Cryptography and Bits Intrinsic Modules Specification
Status: Draft Normative: Yes Last Updated: 2026-01-08
1. Overview
This chapter specifies two new intrinsic modules for CCS (Clef Compiler Service):
- Cryptography - Cryptographic operations (SHA-1, Base64 encoding/decoding)
- Bits - Bit manipulation and byte order operations
These intrinsics support the WREN stack’s WebSocket communication layer, which requires:
- SHA-1 hashing for WebSocket handshake (RFC 6455)

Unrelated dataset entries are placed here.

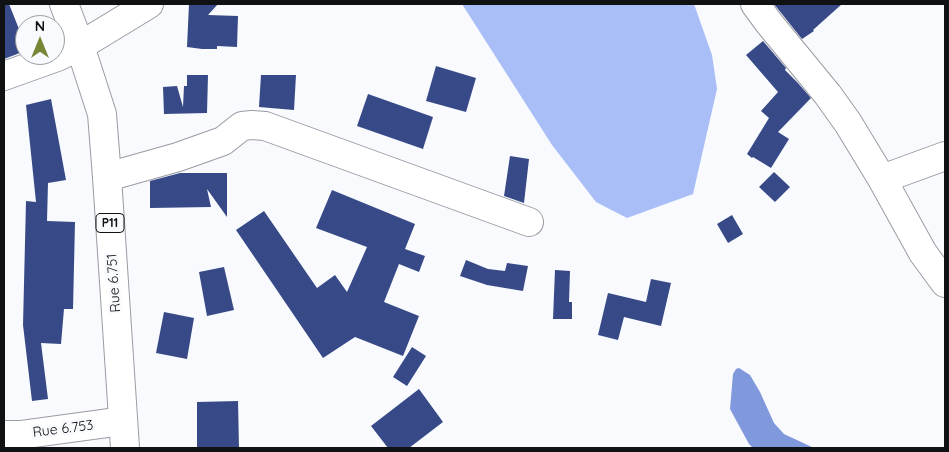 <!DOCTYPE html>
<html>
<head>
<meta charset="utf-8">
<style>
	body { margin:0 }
	#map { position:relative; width:949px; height:452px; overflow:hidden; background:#f8fafe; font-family:Quicksand,sans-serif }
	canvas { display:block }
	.frame { position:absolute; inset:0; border:5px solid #101113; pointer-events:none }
	.north { position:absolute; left:15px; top:15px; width:50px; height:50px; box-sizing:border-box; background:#f8fafe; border:1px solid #9b9da0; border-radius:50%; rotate:0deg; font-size:14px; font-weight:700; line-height:20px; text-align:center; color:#101113 }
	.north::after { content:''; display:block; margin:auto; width:18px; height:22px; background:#778634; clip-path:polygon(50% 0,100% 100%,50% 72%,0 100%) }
</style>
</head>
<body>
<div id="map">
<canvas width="949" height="452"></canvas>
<div class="frame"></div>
<div class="north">N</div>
</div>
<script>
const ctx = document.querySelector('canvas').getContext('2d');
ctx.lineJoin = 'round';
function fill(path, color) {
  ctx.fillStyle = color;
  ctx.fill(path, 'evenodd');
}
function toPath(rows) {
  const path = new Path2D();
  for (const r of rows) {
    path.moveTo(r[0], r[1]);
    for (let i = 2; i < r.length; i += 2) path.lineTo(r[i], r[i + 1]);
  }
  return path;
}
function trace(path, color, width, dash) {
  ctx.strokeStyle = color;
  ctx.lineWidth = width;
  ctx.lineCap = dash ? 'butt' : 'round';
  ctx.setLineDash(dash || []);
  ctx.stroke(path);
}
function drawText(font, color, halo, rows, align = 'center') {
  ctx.font = font + ' Quicksand,sans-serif';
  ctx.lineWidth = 5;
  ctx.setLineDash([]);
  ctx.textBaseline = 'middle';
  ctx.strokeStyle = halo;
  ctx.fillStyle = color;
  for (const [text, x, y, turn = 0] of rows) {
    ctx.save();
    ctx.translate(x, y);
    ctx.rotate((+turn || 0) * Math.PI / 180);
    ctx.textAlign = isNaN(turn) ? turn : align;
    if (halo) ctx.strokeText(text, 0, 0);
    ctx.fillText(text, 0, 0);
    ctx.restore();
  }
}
const forest = toPath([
	[462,4,694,4,712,55,717,89,693,194,627,218,596,202,552,145]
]);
const water = toPath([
	[739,368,750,375,760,392,774,423,784,434,814,448,753,448,749,444,730,409,733,374,736,369]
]);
const building = toPath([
	[4,4,9,4,25,44,25,51,4,59],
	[189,4,218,4,208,15,238,16,237,47,217,46,217,49,202,49,187,47],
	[774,4,842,4,813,30,814,31,802,39],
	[763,41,786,68,785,70,797,82,811,98,778,132,789,139,771,168,753,157,752,158,747,154,769,118,761,111,778,92,746,55],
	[436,66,476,78,466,112,426,101],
	[187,75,208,75,207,113,164,114,163,87,177,86,183,107,184,86,187,86],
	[261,75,296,75,294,110,259,107],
	[368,94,433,117,423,149,357,126],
	[51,99,66,180,48,183,47,221,75,222,73,309,64,309,61,344,41,343,48,399,32,401,23,325,26,201,36,202,26,105],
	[510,156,529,159,524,203,504,196],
	[774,172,790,187,775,202,759,187],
	[180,173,227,173,227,217,207,189,211,207,150,208,150,181],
	[332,190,415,224,405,249,425,256,419,272,399,264,384,302,419,316,403,356,355,337,323,358,236,230,264,211,317,288,335,275,347,292,367,247,316,228],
	[732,215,743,234,728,243,717,224],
	[466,260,488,269,505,271,507,263,528,266,523,291,487,285,460,276],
	[224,267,234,310,207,316,199,272],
	[555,270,570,271,569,302,572,302,572,319,553,319],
	[651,279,671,283,661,326,624,317,618,340,598,335,608,293,646,302],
	[164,312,194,318,187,359,156,353],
	[412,347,426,356,407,386,393,377],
	[419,389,443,422,409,448,388,448,371,426],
	[238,401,239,448,197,448,197,402]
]);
const minor = toPath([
	[755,4,769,23,828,95,848,123,882,179,945,156],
	[4,76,57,57,80,46,149,4],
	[107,177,178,157,223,141,242,126,252,125,265,126,529,222],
	[882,179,923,253,945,283],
	[4,435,20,435,123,421]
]);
const major = toPath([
	[64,4,80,46,102,114,107,177,125,448]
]);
const shields = [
	[110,223,28]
];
const shieldNames = [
	["P11",110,223]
];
const streetNames = [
	["Rue 6.751",114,283,-94],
	["Rue 6.753",63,429,-7]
];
fill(forest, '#a9bef6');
fill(water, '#8098dc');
fill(building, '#374a87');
trace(minor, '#9a9ca3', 30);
trace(major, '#9a9ca3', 30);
trace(minor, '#fff', 28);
trace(major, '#fff', 28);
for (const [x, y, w] of shields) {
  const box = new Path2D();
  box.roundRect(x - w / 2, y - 9.5, w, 19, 4);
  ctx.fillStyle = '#f8fafe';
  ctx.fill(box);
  trace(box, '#101113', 1);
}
drawText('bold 12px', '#101113', null, shieldNames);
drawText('14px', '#101113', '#f8fafe', streetNames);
</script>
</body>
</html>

- Base64 encoding for WebSocket accept key generation
- Byte order conversion for network protocol handling
Note on binary serialization. Reinterpreting a typed value as raw bits — the C
reinterpret_cast/ “bit cast” idiom for reaching the IEEE-754 representation of a float — is deliberately absent from these modules. It is a category error in an ML-family language: it discards the value’s type, its dimension, and the representation provenance the numeric selection discipline depends on, and it makes the bit layout a property of the source code rather than a property the compiler controls. Binary serialization (the BAREWire use case) is handled by the structured, deterministic-layout path of BAREWire, not by bit-punning a typed value into an integer. See §3.3.
2. Cryptography Module
2.1 Module Definition
module CryptographyThe Cryptography module provides cryptographic primitives. All operations are pure functions with no side effects.
2.2 SHA-1 Hash
val sha1 : byte[] -> byte[]Semantics:
- Input: Arbitrary byte array
- Output: 20-byte (160-bit) SHA-1 digest
- Follows FIPS 180-4 specification
- Output array is always exactly 20 bytes
Alex Witness Implementation:
- IntrinsicWitness pattern matches
SemanticKind.Intrinsic(Cryptography, "sha1") - Witness generates inline LLVM IR for SHA-1 algorithm
- Alternatively, witness emits external function declaration for platform cryptography
Example:
let hash = Cryptography.sha1 data // hash.Length = 20
2.3 Base64 Encoding
val base64Encode : byte[] -> stringSemantics:
- Input: Arbitrary byte array
- Output: Base64-encoded string (RFC 4648)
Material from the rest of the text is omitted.